In today's video I thought we can take a look at how I created this almost zero latency real-time transcription that you actually can see on the screen here. We're going to go through some use case ideas I have for this and how you can create this too. So yeah I think we're just going to get started.
You can also see when I stop this now we get a log of everything we said. So yeah perfect. Okay so before we take a look at the code here I want to show you one more example just a use case I thought of. So I have this MrBeast YouTube video here. I'm gonna bring up the terminal.
So what I'm gonna do now is I'm gonna take off my headset I'm gonna put it around my mic here, right? Hopefully that's fine And yeah, let's start the script and let's fire up the video My tanks are literally about to rain missiles upon this $500,000 and any money that doesn't get destroyed. I'm giving to Blake It's been as much money as you want trying to protect this money from all the missiles We're gonna be launching at your money. So I just build whatever I want whatever you want But yeah, so you can see I think that worked out pretty good and you can see we are streaming this and we are actually Real-time transcribing this so yeah, just a cool use case.

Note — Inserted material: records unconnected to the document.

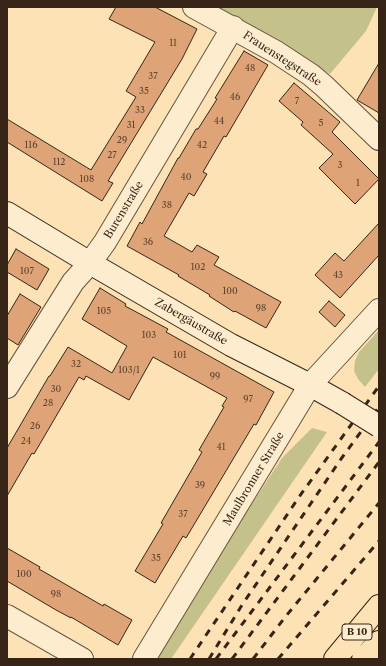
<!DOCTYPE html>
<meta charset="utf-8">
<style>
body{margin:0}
#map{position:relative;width:386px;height:666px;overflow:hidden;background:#fde2b5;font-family:"Libre Caslon Text",serif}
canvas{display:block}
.frame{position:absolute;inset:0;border:8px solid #362517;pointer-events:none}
</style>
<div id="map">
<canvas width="386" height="666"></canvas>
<div class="frame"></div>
</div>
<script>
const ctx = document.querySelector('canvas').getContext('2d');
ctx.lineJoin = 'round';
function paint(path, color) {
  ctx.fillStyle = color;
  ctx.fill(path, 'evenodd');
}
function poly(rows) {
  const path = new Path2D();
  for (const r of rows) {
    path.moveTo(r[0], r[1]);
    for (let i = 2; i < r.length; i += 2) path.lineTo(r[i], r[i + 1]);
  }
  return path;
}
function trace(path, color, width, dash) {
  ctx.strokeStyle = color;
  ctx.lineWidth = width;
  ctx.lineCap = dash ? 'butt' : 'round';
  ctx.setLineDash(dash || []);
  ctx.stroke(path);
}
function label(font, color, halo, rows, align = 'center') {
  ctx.font = font + ' "Libre Caslon Text",serif';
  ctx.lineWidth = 4;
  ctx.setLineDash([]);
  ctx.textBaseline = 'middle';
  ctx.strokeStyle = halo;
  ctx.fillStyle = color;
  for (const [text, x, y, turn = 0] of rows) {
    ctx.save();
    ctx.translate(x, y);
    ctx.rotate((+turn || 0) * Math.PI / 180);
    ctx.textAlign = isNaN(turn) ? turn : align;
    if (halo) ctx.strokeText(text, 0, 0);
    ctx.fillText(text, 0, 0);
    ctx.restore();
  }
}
const green = poly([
 [205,7,377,7,366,31,330,74],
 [379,330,379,369,365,387,358,379,354,371,355,361,359,352],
 [312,428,327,432,171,659,150,659,282,458]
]);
const building = poly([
 [116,7,155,7,197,29,182,59,108,181,113,183,102,201,7,142,7,119,91,170,136,97,126,91,155,42,109,19,116,7],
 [244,51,268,65,226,137,224,136,203,172,207,174,194,196,189,193,164,236,192,252,197,245,219,257,214,265,281,302,266,328,235,311,234,312,209,296,210,295,178,276,179,275,127,246,140,222,142,224,178,158,179,158,196,129,198,129,217,99,215,98,244,51],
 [379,63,379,113,357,100,379,63],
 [294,83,340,122,332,132,379,179,355,204,319,168,333,154,301,125,303,122,279,101,294,83],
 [379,223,379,255,340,298,315,275,335,253,344,261,379,223],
 [16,249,49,269,37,290,7,272,7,265,16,249],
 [100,288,126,304,125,306,168,329,166,332,274,392,256,425,254,424,186,538,183,536,155,583,135,571,163,524,161,523,202,452,199,450,224,407,222,406,227,398,153,357,129,400,86,376,84,380,79,377,34,454,32,453,7,496,7,448,49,376,50,376,68,347,112,373,127,346,82,319,100,288],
 [20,294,41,307,18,345,7,338,7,316,20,294],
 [329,301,345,315,335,327,319,312,329,301],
 [7,548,40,567,39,569,103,606,104,604,132,620,118,645,71,617,71,618,56,610,7,581,7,548]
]);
const minor = poly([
 [194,7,276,52,311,75,324,86,379,139],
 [7,387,73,282,90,263,105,242,233,27],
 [7,616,82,659],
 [144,659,310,385,379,310]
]);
const secondary = poly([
 [7,213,90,263,231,345,310,385,342,403]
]);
const trunk = poly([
 [335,659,379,606],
 [363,659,379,642]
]);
const rail = poly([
 [190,659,299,497,379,386],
 [209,659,242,605,341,459,379,407],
 [216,659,379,442],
 [232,659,379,462],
 [253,659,286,616,379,503],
 [278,659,379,541]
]);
const secondaryBridge = poly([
 [342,403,379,426]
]);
const numberNames = [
 ["11",173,43],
 ["48",250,68],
 ["37",153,76],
 ["35",144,91],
 ["46",235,97],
 ["7",297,101],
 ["33",140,110],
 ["44",219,121],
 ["5",321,123],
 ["31",131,125],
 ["29",122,140],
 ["116",31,145],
 ["42",202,145],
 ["27",112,155],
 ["112",59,162],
 ["3",340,165],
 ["40",186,177],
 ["108",87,179],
 ["1",358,183],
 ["38",167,205],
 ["36",148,242],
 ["102",198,267],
 ["107",27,271],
 ["43",338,275],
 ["100",230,291],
 ["98",261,308],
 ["105",104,311],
 ["103",149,335],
 ["101",180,355],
 ["32",76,364],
 ["103/1",129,370],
 ["99",215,376],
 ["30",56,389],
 ["97",248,399],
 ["28",48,403],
 ["26",35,426],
 ["24",26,441],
 ["41",221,447],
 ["39",200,485],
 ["37",183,514],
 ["35",156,558],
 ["100",24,574],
 ["98",56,594]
];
const shields = [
 [357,632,30]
];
const shieldNames = [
 ["B 10",357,632]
];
const streetNames = [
 ["Frauenstegstraße",282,59,33],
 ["Burenstraße",124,210,-59],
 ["Zabergäustraße",191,322,30],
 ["Maulbronner Straße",254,479,-59]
];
paint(green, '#c4c28a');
paint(building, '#dea478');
trace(building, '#362517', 1);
trace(minor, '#68543e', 24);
trace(secondary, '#362517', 24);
trace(trunk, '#362517', 24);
trace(minor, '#feeccf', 22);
trace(secondary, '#feeccf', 22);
trace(trunk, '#fde2b5', 22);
trace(rail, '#362517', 3, [7, 7]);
trace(secondaryBridge, '#362517', 24, []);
trace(secondaryBridge, '#feeccf', 22);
label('9px', '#60452f', null, numberNames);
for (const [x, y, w] of shields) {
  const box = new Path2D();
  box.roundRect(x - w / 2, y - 8, w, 16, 3);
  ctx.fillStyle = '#feeccf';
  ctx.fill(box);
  trace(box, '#362517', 1);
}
label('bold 10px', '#362517', null, shieldNames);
label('11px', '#362517', '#feeccf', streetNames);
</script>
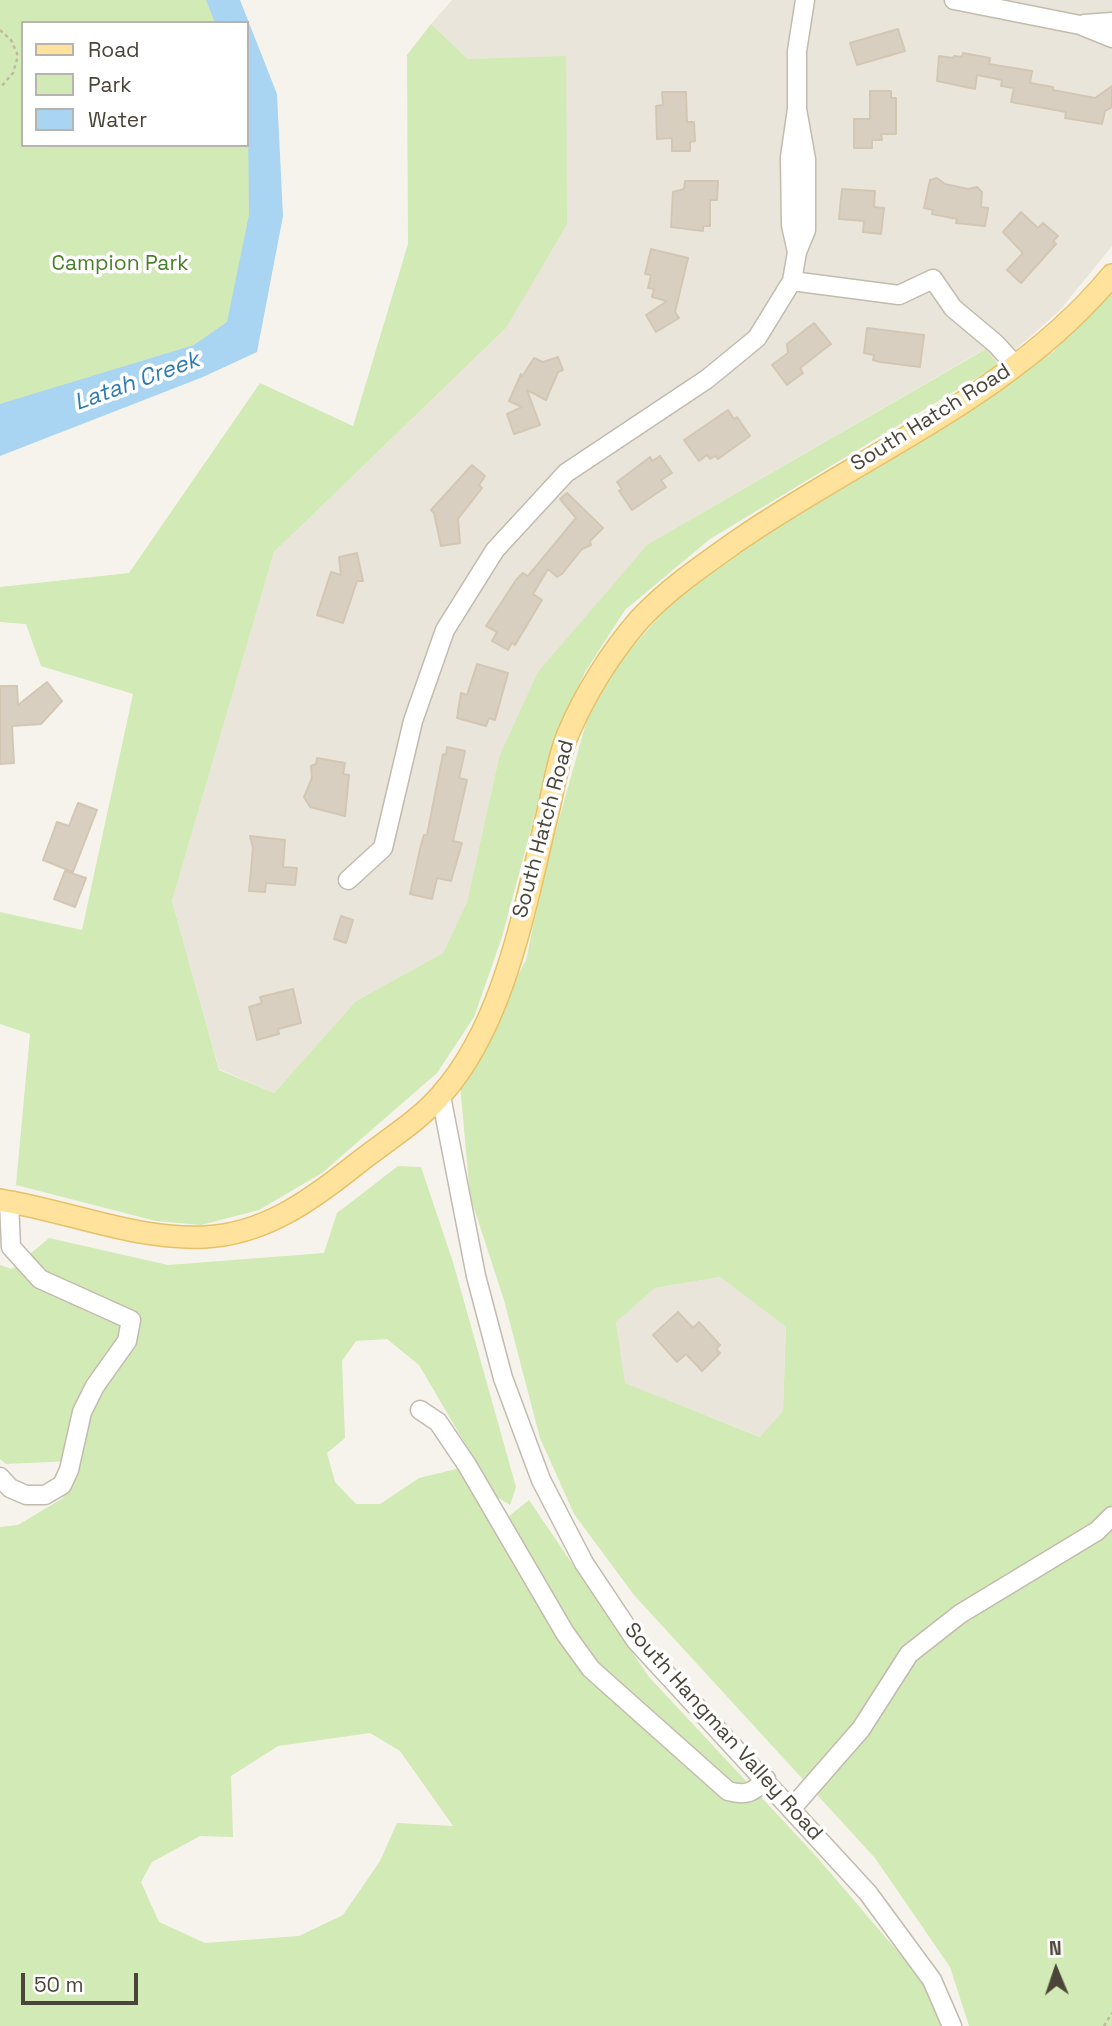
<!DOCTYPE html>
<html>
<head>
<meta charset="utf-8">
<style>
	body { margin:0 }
	#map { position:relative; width:1112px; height:2026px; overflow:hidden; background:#f6f3ec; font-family:"Space Grotesk",sans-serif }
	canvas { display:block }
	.legend { position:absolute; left:21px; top:21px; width:228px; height:126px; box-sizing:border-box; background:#fff; border:2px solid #b7b4b0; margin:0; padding:9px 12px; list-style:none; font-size:21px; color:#4b4439 }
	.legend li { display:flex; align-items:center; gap:14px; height:35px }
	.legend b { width:35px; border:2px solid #b7b4b0 }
	.north { position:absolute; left:1021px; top:1935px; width:70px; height:70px; -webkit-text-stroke:5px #fff; paint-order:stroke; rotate:358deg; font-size:19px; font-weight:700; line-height:28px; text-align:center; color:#4b4439 }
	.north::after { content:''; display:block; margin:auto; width:24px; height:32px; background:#4b4439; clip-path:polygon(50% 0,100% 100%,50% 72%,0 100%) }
	.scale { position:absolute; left:21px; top:1973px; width:117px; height:32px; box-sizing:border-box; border:4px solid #4b4439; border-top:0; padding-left:9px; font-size:21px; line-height:24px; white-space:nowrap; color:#4b4439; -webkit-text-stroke:5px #fff; paint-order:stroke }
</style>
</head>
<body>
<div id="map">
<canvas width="1112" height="2026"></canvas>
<ul class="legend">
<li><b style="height:9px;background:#ffe39c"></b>Road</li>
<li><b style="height:19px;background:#d2eab5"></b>Park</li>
<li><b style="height:19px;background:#a9d4f2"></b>Water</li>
</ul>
<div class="north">N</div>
<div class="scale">50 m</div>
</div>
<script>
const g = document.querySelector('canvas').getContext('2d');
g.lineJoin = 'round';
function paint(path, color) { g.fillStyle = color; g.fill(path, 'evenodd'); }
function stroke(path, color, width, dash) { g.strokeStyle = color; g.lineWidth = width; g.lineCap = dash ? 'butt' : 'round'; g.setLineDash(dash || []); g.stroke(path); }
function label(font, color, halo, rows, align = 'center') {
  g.font = font + ' "Space Grotesk",sans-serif'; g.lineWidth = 7; g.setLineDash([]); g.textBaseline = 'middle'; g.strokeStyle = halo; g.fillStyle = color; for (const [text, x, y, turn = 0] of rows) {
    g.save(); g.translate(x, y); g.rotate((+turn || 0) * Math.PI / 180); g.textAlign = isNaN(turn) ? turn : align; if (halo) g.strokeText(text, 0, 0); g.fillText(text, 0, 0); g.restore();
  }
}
const residential = new Path2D(`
	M452,0H1112V246L1060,310L998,365L985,349L648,544L499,757L467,902L443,953L356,1001L274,1093L219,1069L172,901L274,552L506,328L468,59L431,24Z
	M720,1277L786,1327L783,1411L761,1437L624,1383L616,1321L655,1288Z`);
const green = new Path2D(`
	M0,0H224L233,23H23V145H247V58L263,99L242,332L0,432Z
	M431,24L468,59L566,56L567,224L506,328L274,552L172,901L219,1070L274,1093L356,1001L443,953L467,902L499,757L538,672L648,544L986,349L998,365L710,539L625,610L585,672L556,736L502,937L474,1017L437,1073L322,1173L259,1210L201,1225L156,1221L16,1185L30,1034L0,1024V912L82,930L133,694L41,666L26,624L0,622V587L129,573L260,383L353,426L408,244L407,55Z
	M1112,285V2026H969L950,1967L875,1858L634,1595L574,1514L540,1438L504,1300L470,1196L460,1084L526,960L547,862L588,716L623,658L668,606L745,544L1054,351ZM720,1277L786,1327L783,1411L760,1437L625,1383L616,1322L655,1288Z
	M398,1166L421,1167L453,1262L516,1487L510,1505L497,1497L509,1516L529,1500L649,1677L816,1856L923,1981L942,2026H0V1527L18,1525L63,1498L72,1461L6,1464L0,1459V1265L12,1269L49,1238L168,1265L324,1253L337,1213ZM387,1339L419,1365L477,1464L419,1478L380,1504H356L335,1482L327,1453L345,1438L342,1361L356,1341ZM370,1733L400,1751L453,1826L397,1823L380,1861L343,1915L299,1936L205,1943L159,1922L141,1882L152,1862L200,1836L233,1837L231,1776L278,1746Z`);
const water = new Path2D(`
	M206,0H240L277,94L283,216L257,352L203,377L0,456V404L194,345L227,322L249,215L247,23H215Z`);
const building = new Path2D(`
	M898,29L905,51L857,65L850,43Z
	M963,53L990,58L989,64L1032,71L1030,83L1053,87V90L1095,98L1112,86V107L1105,111L1102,124L1065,118L1066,112L1011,102L1014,88L1001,86L1002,80L977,75L975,89L937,81L939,56L953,58L954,56L962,57Z
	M870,91H891V98H896V134H881L882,140H872V148H854V119H870Z
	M662,92H686L687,122H694L695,141L690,142V151H672V138L657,139L656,106L663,105Z
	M937,178L945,184L968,189L977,187L982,192L981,207L988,208L985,226L956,223L957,219L932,214L933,210L924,208L930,180Z
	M685,181H718L717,200H710V226H703V231L671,227L673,192L684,189Z
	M842,189L875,191L874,207L884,208L881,234L863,232L864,221L839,219Z
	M1021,212L1038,228L1043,223L1058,236L1053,241L1056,244L1021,283L1007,270L1023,253L1003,232Z
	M651,249L688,258L675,312L679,318L656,332L646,315L667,301L652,297L654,289L648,288L651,275L645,274Z
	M814,323L831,344L800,368L803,373L787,385L772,365L788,353L787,344Z
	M867,328L924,335L920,367L880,362L873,360L874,355L864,353Z
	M558,357L563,370L558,372L546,400L527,390L540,425L514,434L507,414L522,407L509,401L521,374L522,377L534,358L543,362Z
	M728,410L734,419L737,417L750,436L718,459L715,456L710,459L707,455L699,461L684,440Z
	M660,456L672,473L661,480L666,487L632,510L619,491L622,489L617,482L650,457L652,461Z
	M472,465L485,476L479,485L482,488L458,519L460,543L441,546L434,513L431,510Z
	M567,493L603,528L590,541L591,545L582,549L562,574L557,577L548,569L533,594L542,600L515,645L512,643L508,650L492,641L497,632L486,626L516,580L523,573L528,576L576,518L560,499Z
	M357,553L363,581H357L343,623L317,615L331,572L341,575L339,557Z
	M477,664L508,673L495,720L489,718L486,726L457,718L461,693L467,695Z
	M47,682L62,701L41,724L12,726L14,763L0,764V686H17L18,705Z
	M447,747L465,751L459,778L467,780L453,841L462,843L451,881L437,878L432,899L410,894L421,845L424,835H427L443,754L446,755Z
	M317,758L345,763L343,774L349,775L345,816L310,807L304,797L312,778L311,766L316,764Z
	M78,803L97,810L73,872L43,860L57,822L69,826Z
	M250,836L285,840L283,867L297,868L295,885L266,883L265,892L249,891L253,848Z
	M65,871L86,878L75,907L54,899Z
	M341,916L353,920L346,943L334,939Z
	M293,989L301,1023L278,1029L279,1034L257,1040L249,1007L262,1003L260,997Z
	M678,1312L693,1328L699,1322L720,1345L716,1349L720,1353L702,1371L686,1354L677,1362L653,1335Z`);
const path = new Path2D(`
	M0,30L11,40L18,56L13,73L0,88
	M1104,2026L1112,2013`);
const minor = new Path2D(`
	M954,0L1080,25L1112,38
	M1084,24L1112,22
	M797,252L791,225L790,157L797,109V51L805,0
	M792,281L899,295L933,279L953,308L996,344L1015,365
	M348,880L383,848L413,721L445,630L495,550L566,473L707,379L757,338L792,281L797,252L806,230V159L797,109
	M441,1096L476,1276L503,1378L541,1480L584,1563L636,1641L868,1893L932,1980L952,2026
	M420,1410L438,1422L467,1465L565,1633L591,1669L728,1791C746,1796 753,1793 766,1779
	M0,1477L10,1488L26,1495H45L62,1485L69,1470L82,1412L95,1386L127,1341L131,1320L40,1279L11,1247L9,1201
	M792,1808L861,1729L909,1654L960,1614L1097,1531L1112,1516`);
const major = new Path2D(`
	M0,1200C69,1211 134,1240 205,1237C264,1234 310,1201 354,1166C382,1143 417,1123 441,1095C506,1022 525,904 548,812C554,787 558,758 568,734C585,694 611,652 640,619C669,588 706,563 740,539C864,454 1015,393 1112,275`);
const parkNames = [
	["Campion Park",120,264]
];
const streetNames = [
	["South Hatch Road",931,418,-32],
	["South Hatch Road",544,829,-75],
	["South Hangman Valley Road",723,1732,48]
];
const waterNames = [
	["Latah Creek",137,382,-20]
];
paint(residential, '#eae5da');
paint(green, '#d2eab5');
paint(water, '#a9d4f2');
paint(building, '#d8cfc1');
stroke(building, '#d3c7b4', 2);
stroke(minor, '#c2bbae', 21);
stroke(major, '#e6c16a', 24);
stroke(path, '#c4b79f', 2.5, [3.5, 3.5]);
stroke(minor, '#fff', 18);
stroke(major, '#ffe39c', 21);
label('21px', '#4a7f2a', '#fff', parkNames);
label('21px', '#4b4439', '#fff', streetNames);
label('italic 23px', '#2e7ab2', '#fff', waterNames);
</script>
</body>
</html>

I have more planned for this So I'm gonna do like music videos test it out different stuff But yeah, pretty cool right and you can see when I stop this now we kind of get the log here too so yeah that was just basically a very simple use case okay so before we move on to the next use case let's take a look at the python code so this is kind of built on something called fast whisperer so this is kind of a sped up version of whisperer from open ai and yeah we are actually using our gpu here that's why we can get such low latency but i am running on a kind of new 4 series nvidia so it's nothing insane but it's working pretty good you So this is very easy to set up. I'm gonna leave a link to the github here. So just basically just pip install whisper and just follow the instructions here and you can have this set up in no time.
If you go back to our code you can see we have a function that is actually recording from our microphone and creating chunks and here we can adjust the chunk length by um yeah we can set like one I think that's one second so the shorter this is the faster it streams on the in the terminal right. And Faster Whisperer has of course all the models. So we can have small, medium. We can have medium in English. We can have large V3.
That's the best one. And we can have auto detect language. I just set mine to English for now, right? And then we come into this true loop here that is actually taking what we are recording.
And it's printing it. And it's accumulating this into like a log file too. That we can actually, when this breaks, we can print.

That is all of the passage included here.